Sequelas, as mulheres ficam quando ela tem retirado o direito à autonomia, à sua vontade. Obrigar uma mulher a conduzir uma gravidez quando há risco de morte é que pode levar à morte. Não tenho dúvida nenhuma que o que querem é matar as mulheres.
Olímpio Moraes
Procurada, a Secretaria de Saúde de Maceió não quis comentar sobre a lei, mas informou que, em casos de aborto legal, as gestantes já "são orientadas durante o pré-natal sobre os riscos do procedimento."
A SMS ainda ressalta que tais orientações são preconizadas por meio da Norma Técnica do Ministério da Saúde 'Atenção Humanizada ao Abortamento', cujo documento afirma que todos os profissionais de saúde devem promover o acolhimento, a informação, a orientação e o suporte emocional às gestantes, evitando julgamentos, preconceitos e comentários desrespeitosos, com abordagem que respeite a autonomia das mulheres e seu poder de decisão.

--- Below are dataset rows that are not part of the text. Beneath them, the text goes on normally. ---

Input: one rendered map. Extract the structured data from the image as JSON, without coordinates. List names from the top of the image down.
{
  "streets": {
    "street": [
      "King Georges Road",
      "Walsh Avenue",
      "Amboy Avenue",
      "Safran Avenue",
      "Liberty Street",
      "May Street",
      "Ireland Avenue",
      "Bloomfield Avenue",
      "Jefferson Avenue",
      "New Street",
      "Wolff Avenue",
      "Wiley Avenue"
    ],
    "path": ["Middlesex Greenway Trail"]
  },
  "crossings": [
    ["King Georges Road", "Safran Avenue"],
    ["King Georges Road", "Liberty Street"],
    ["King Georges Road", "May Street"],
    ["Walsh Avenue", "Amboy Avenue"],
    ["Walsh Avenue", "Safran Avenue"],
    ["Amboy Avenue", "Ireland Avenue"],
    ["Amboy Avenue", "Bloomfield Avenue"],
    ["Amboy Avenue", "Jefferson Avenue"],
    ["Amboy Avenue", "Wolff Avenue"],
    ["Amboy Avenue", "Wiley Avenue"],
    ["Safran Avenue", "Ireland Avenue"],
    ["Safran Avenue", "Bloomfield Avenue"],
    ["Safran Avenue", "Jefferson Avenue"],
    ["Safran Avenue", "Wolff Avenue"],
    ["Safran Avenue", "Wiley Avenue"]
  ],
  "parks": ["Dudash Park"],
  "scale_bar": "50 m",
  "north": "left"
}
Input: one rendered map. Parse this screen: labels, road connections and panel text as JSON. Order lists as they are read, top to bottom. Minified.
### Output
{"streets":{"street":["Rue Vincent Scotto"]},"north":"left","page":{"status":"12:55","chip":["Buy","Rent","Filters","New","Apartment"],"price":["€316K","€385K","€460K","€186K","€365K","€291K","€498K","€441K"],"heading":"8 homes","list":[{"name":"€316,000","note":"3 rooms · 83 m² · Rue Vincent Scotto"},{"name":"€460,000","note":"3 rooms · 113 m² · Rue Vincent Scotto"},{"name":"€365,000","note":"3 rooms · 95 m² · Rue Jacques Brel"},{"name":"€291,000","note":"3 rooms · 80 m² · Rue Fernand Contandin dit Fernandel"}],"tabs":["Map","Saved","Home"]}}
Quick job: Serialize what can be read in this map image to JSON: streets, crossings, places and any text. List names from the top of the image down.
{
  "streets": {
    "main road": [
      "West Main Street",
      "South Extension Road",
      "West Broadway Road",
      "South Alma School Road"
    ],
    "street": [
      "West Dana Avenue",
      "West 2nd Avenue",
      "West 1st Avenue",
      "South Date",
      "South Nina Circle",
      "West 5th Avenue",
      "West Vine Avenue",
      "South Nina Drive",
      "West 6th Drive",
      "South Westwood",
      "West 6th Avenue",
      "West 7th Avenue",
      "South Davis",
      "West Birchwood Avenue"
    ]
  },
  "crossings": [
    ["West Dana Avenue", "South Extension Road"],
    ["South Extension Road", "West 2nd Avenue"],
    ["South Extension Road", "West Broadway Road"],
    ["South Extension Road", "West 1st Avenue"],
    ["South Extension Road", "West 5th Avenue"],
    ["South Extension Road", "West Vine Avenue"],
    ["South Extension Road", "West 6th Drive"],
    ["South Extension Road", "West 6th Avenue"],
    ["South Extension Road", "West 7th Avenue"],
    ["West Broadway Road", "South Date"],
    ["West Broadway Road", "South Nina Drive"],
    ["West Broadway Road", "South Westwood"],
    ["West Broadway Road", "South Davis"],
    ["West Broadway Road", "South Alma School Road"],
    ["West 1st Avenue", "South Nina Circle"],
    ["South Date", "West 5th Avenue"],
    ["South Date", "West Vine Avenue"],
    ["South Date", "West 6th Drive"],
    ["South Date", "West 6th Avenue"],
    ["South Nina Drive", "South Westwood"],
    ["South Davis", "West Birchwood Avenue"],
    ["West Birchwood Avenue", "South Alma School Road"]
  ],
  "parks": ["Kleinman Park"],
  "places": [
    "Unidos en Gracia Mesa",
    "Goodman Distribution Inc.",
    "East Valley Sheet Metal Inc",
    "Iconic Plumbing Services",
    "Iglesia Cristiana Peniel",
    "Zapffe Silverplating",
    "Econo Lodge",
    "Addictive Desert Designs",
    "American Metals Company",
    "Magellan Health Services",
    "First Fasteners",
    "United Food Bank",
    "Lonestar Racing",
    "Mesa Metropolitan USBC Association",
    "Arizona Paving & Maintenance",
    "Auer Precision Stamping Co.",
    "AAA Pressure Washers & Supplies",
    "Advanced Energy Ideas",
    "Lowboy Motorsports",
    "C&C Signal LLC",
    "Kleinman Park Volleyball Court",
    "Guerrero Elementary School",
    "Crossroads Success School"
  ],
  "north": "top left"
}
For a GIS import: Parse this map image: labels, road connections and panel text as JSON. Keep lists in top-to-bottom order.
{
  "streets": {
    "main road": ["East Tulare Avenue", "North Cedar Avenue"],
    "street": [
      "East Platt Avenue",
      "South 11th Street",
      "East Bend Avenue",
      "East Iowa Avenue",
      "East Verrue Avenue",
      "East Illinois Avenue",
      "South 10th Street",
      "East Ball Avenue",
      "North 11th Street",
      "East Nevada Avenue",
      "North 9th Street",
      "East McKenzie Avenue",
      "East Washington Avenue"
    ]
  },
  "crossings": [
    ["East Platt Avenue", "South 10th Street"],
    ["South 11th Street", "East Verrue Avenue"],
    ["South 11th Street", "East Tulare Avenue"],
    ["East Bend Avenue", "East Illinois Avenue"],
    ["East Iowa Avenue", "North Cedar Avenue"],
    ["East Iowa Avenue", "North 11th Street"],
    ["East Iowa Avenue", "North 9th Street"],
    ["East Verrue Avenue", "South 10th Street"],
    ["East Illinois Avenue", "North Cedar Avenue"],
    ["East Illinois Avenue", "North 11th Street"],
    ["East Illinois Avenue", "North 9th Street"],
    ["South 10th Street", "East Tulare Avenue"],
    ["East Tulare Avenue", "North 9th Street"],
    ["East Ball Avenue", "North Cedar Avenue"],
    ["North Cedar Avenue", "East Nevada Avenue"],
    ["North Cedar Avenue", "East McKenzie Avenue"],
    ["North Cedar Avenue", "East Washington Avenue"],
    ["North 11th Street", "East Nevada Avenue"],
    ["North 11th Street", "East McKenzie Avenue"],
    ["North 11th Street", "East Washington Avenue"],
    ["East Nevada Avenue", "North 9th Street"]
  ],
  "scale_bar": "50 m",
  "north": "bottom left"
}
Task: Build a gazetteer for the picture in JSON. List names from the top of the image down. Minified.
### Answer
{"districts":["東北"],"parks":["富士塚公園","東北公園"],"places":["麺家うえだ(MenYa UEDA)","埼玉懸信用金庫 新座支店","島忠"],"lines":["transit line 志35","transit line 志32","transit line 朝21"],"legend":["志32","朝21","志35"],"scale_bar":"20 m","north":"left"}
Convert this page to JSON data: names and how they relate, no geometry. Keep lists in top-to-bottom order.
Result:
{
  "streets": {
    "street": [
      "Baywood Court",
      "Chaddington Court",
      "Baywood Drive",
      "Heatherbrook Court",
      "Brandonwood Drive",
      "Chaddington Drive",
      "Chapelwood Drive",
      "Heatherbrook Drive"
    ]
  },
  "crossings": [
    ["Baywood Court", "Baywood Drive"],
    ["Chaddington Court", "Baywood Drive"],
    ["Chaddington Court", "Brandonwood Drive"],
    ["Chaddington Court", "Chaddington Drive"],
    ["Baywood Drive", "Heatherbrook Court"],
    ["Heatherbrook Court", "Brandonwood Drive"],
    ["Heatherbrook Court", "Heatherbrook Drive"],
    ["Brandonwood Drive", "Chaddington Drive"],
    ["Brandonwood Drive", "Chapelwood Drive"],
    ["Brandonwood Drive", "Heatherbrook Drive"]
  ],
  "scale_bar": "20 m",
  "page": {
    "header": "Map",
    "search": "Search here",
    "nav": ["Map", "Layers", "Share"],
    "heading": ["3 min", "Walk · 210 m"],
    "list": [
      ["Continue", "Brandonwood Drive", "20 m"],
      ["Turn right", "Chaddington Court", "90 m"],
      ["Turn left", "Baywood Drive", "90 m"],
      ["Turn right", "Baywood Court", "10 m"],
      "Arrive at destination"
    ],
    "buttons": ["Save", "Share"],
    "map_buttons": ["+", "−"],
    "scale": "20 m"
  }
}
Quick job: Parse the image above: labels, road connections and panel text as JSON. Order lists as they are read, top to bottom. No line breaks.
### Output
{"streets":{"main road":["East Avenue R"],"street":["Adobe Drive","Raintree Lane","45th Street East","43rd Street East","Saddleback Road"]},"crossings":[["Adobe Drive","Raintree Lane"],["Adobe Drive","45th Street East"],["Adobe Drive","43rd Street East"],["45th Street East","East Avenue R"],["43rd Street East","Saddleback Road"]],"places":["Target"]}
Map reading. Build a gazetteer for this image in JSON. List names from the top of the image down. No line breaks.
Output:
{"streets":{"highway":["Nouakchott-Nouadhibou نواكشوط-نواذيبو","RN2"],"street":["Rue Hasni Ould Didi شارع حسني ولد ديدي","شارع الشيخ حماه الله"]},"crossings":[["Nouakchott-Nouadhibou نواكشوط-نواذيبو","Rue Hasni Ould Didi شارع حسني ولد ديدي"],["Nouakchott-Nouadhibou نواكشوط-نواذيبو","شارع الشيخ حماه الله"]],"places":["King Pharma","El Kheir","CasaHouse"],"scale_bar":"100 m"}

Secretaria de Saúde de Maceió
A promulgação da lei gerou reações contrárias.
A lei promulgada hoje pela Câmara age como um instrumento de revitimização das mulheres que tem direito ao aborto, nas modalidades em que ele é legalizado. Além do mais, a lei é inconstitucional e conta com um parecer da Procuradoria da Câmara, que atesta esse fato. Diante disso, irei provocar os órgãos de justiça para questionar mais uma vez a constitucionalidade dessa matéria.
Teca Nelma (PSD), vereadora
O mais incrível é que essa lei absurda não foi aprovada em nenhuma outra cidade do Brasil, simplesmente porque não há o que se discutir na seara municipal. Não se trata de uma mera ideologia ou vontade, estamos falando de algo definido por lei: o aborto legal e permitido no Brasil. Se o corpo masculino engravidasse o aborto já seria permitido no Brasil totalmente irrestrito. Essa Lei é inconstitucional e é criminosa.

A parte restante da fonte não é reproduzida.